Exercise: Write every line below out again, exactly as given, but leave out the pictures.

Provided material:
********************
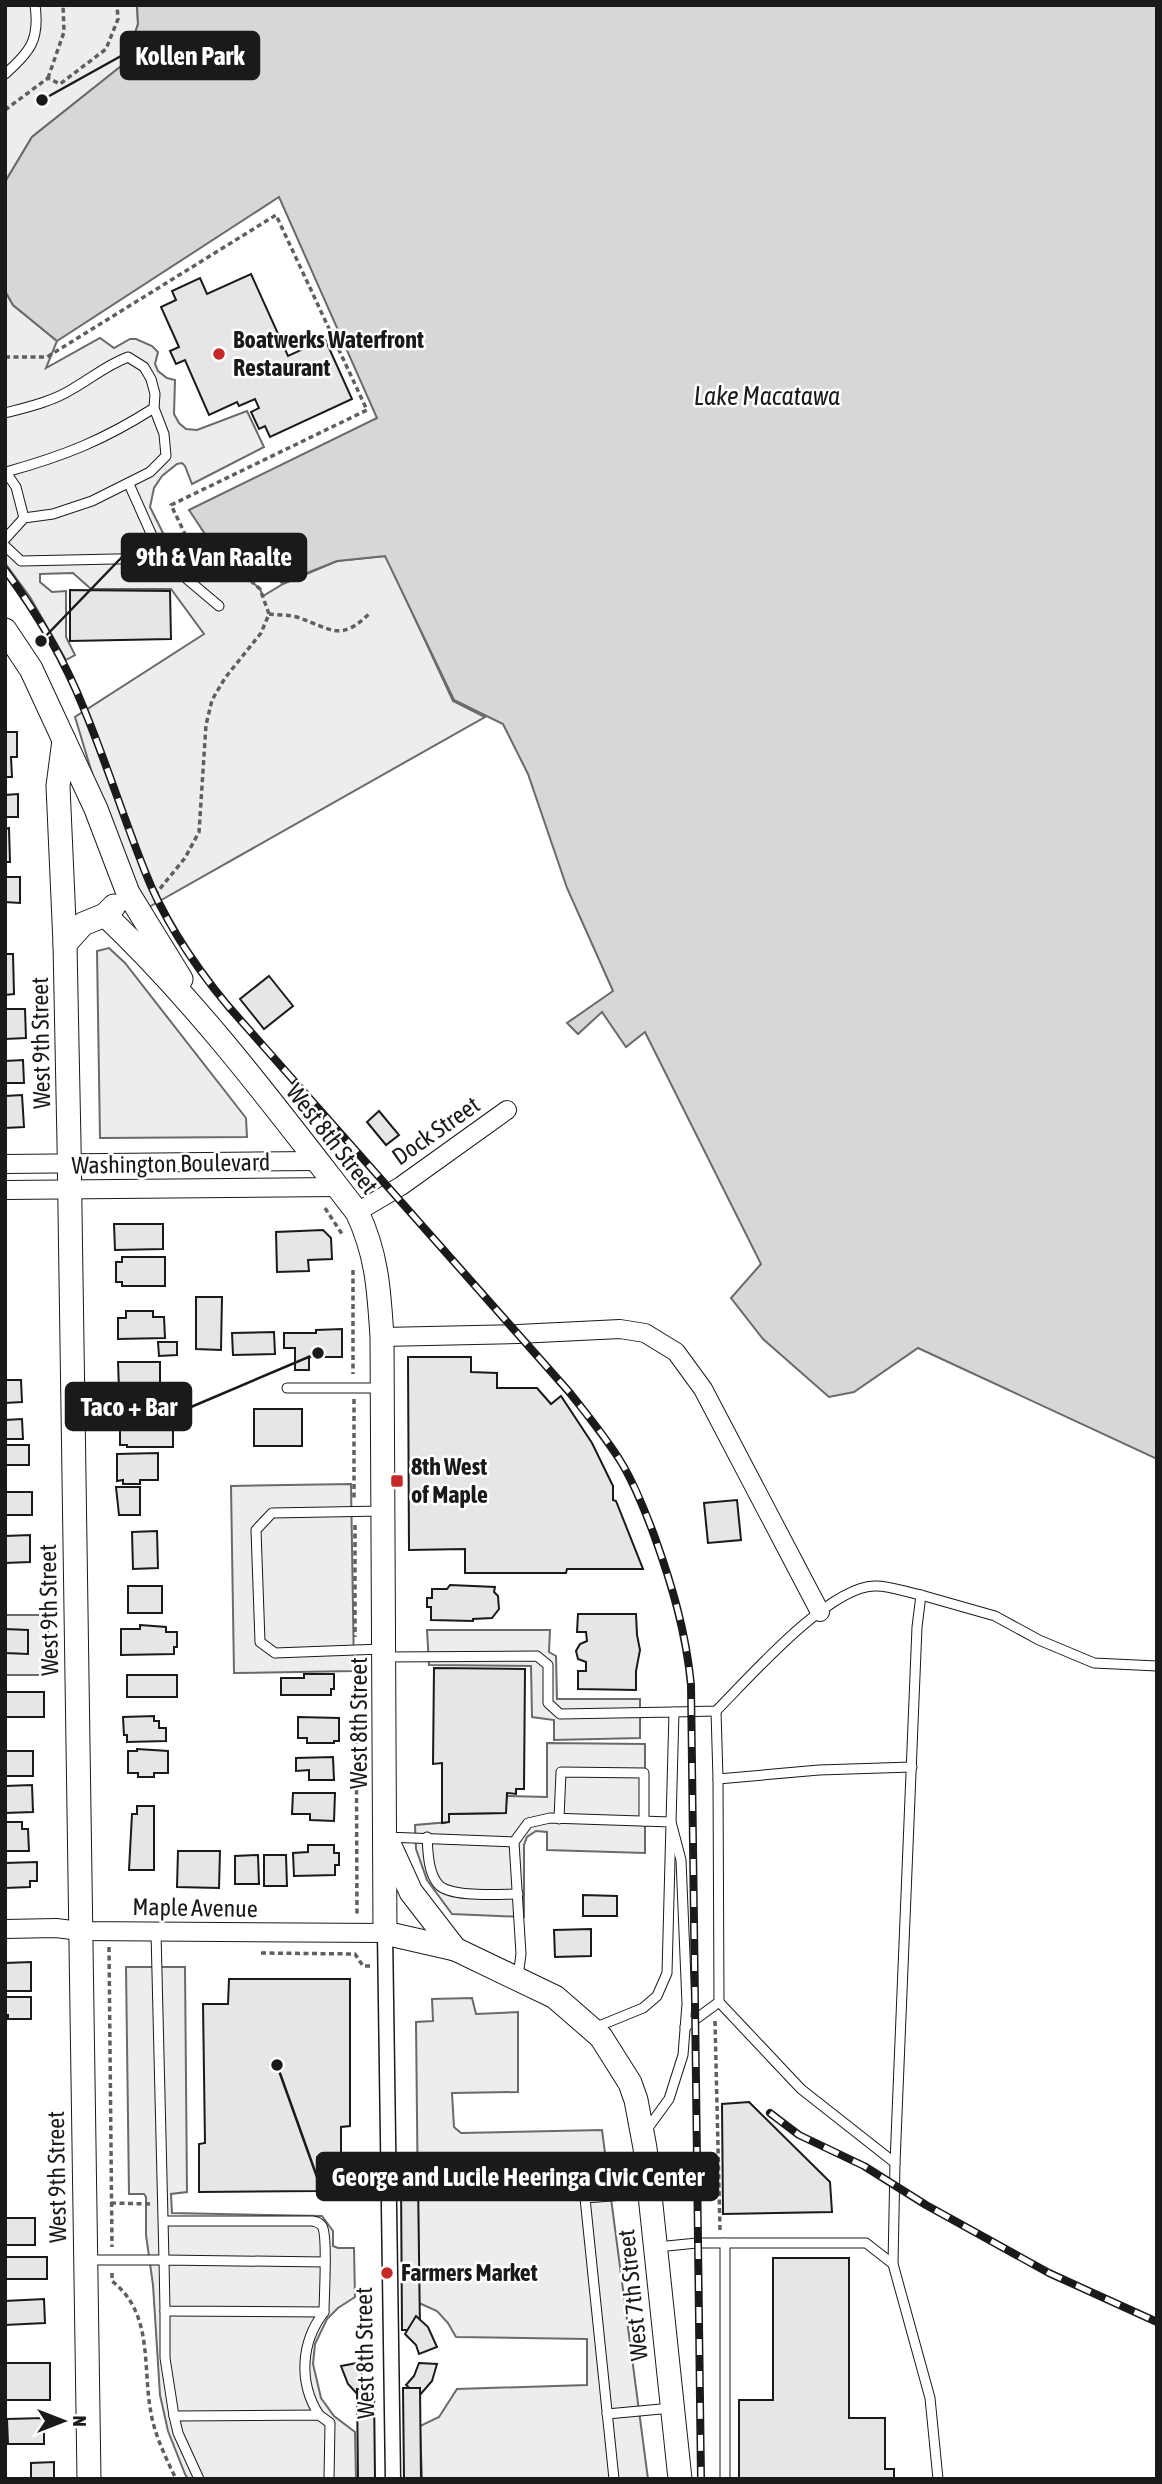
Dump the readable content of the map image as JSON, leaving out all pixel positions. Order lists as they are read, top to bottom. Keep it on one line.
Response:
{"streets":{"street":["West 9th Street","Dock Street","West 8th Street","Washington Boulevard","Maple Avenue","West 7th Street"]},"crossings":[["West 9th Street","West 8th Street"],["West 9th Street","Washington Boulevard"],["West 9th Street","Maple Avenue"],["Dock Street","West 8th Street"],["West 8th Street","Washington Boulevard"],["West 8th Street","Maple Avenue"],["West 8th Street","West 7th Street"],["Maple Avenue","West 7th Street"]],"water":["Lake Macatawa"],"places":{"other":["Kollen Park","Boatwerks Waterfront Restaurant","9th & Van Raalte","Taco + Bar","George and Lucile Heeringa Civic Center","Farmers Market"],"transit":["8th West of Maple"]},"north":"right"}
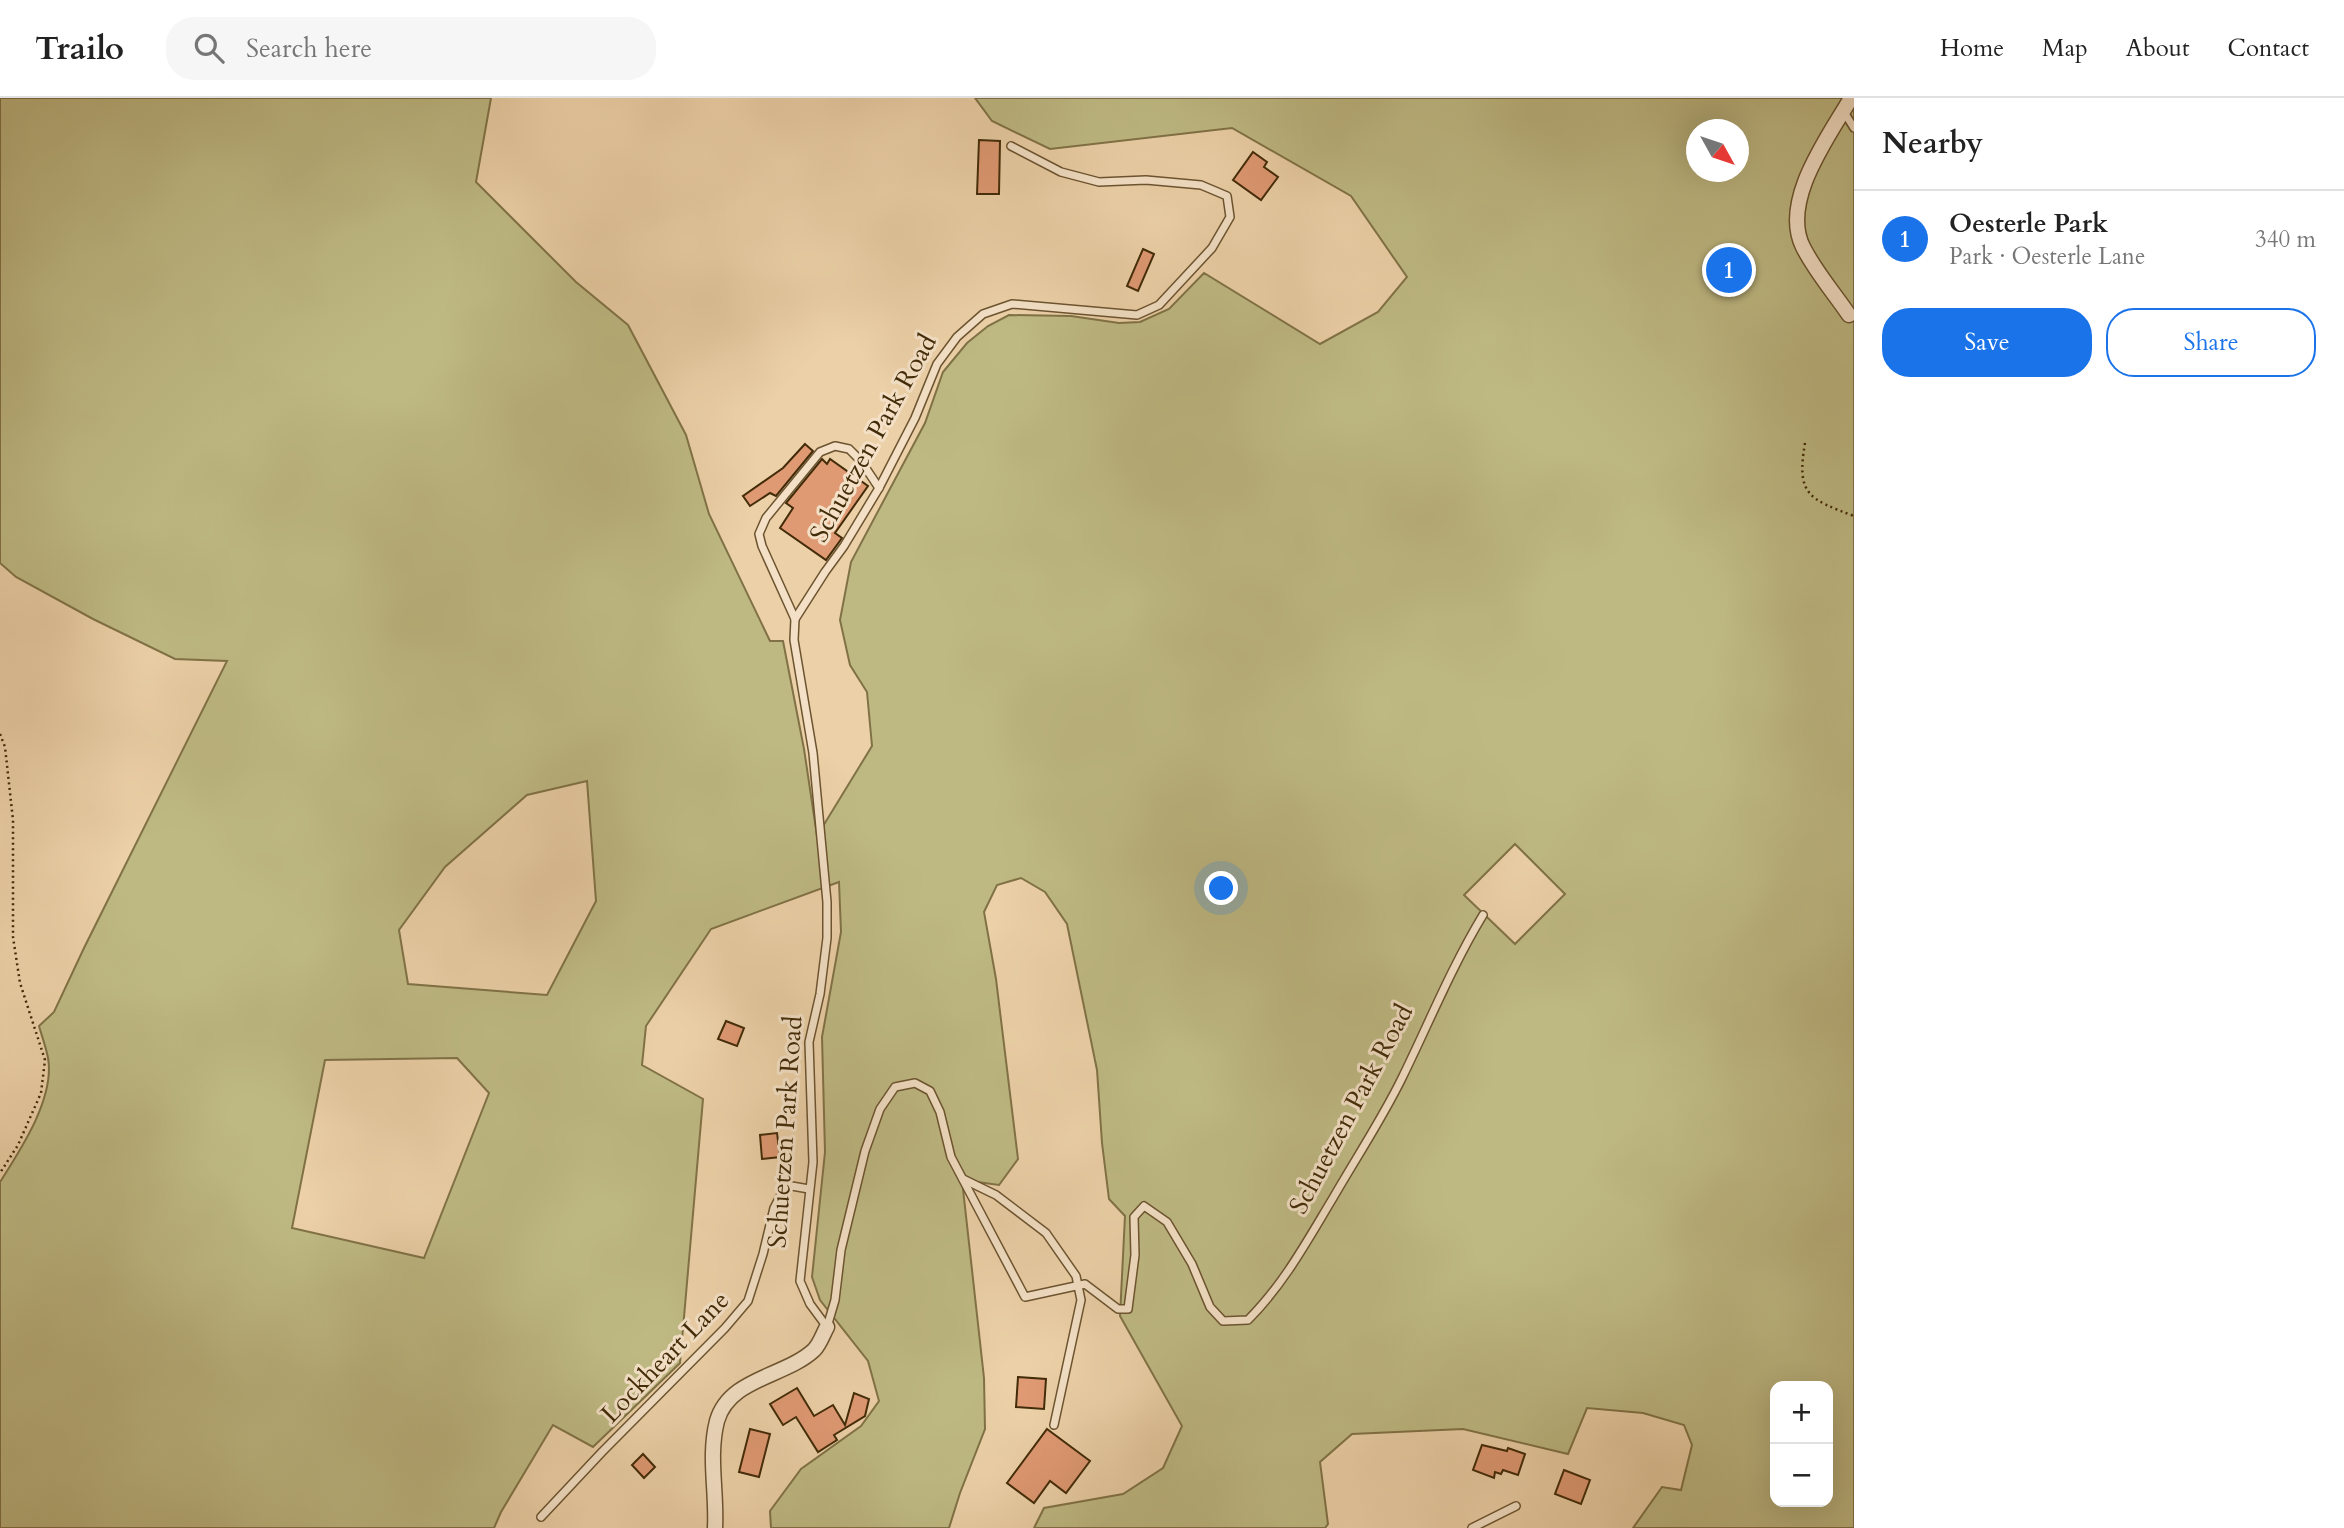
********************
Reply:
Dump the readable content of the map image as JSON, leaving out all pixel positions. Order lists as they are read, top to bottom. Keep it on one line.
Response:
{"streets":{"street":["West 9th Street","Dock Street","West 8th Street","Washington Boulevard","Maple Avenue","West 7th Street"]},"crossings":[["West 9th Street","West 8th Street"],["West 9th Street","Washington Boulevard"],["West 9th Street","Maple Avenue"],["Dock Street","West 8th Street"],["West 8th Street","Washington Boulevard"],["West 8th Street","Maple Avenue"],["West 8th Street","West 7th Street"],["Maple Avenue","West 7th Street"]],"water":["Lake Macatawa"],"places":{"other":["Kollen Park","Boatwerks Waterfront Restaurant","9th & Van Raalte","Taco + Bar","George and Lucile Heeringa Civic Center","Farmers Market"],"transit":["8th West of Maple"]},"north":"right"}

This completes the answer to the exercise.